If you are pregnant, avoid pesticide exposure
Pregnant women and children are the more vulnerable to the toxicity of pesticide ingredients.
A national health survey by the Centers for Disease Control and Prevention (CDC) in 2019 found the presence of pesticides, especially those containing chlorpyrifos, in 96 percent of children aged 6 to 11.
This is distressing.
Pesticides are chemicals used to kill, repel, and control the infestation of pests. But the effectiveness of pesticides in getting rid of pests is not limited to keep our homes pest-free; very often, they intrude into our bodies, causing havoc.
This article exemplifies the need to practice precaution for pregnant mothers and children.

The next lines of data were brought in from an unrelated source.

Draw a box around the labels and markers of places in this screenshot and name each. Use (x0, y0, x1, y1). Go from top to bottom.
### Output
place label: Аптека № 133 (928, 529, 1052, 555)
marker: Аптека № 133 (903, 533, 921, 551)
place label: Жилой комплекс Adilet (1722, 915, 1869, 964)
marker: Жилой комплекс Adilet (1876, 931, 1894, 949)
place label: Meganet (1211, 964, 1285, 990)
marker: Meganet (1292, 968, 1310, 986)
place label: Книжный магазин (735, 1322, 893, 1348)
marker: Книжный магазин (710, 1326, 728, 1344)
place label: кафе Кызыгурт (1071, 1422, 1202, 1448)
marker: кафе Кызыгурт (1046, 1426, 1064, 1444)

Although scientists are unable to confirm at which specific stage of embryonic development pesticide exposure can harm the most, it is highlighted that pesticide exposure can lead to a variety of complications such as miscarriage, low birth weight, lower mental and motor development, lower intelligence, attention deficit hyperactivity disorder, and autism.
Increased risk of spontaneous abortion has been observed among pregnant women with pesticide exposure.
Accidental exposure to pesticides during pregnancy can result in a transfer of harmful chemicals to the fetus via the placenta. Sometimes, it can also pass into breast milk.
The level of exposure that can cause these health damages is not yet found. However, the health risks mentioned above are associated with this. Studies found a 40% increase in the chance of brain tumors in children exposed to pesticides in the fetus.
Due to the growing evidence of harmful effects of pesticides, the World Health Organization (WHO) recommends the practice of strict precaution against pesticide exposure during pregnancy and till early childhood of your kids.
Young Infants and toddlers are considered to be more at risk since there are high chances of exposure. The innate nature of crawling, feeling everything with the tongue, or playing outdoors can make your children highly susceptible to exposure.
Pesticides are not bounded to agricultural fields; they are sprayed at public places and schools too. Hence, awareness of parents and children regarding the potential risks of pesticides is cardinal.
Exposure to pesticides during the first year of childhood can heighten the risk of chronic illnesses such as asthma.
The absorption of pesticides is also higher in children as their skin is more permeable. And the body mechanism of children is less superior than adults making them more susceptible to diseases. In children, the bodily function of flushing out toxins is also less developed, thus putting them at greater risk.
Even home applications for pests such as cockroaches and house insects should be avoided.
Reducing or limiting exposure to chemicals is quintessential for you and your children.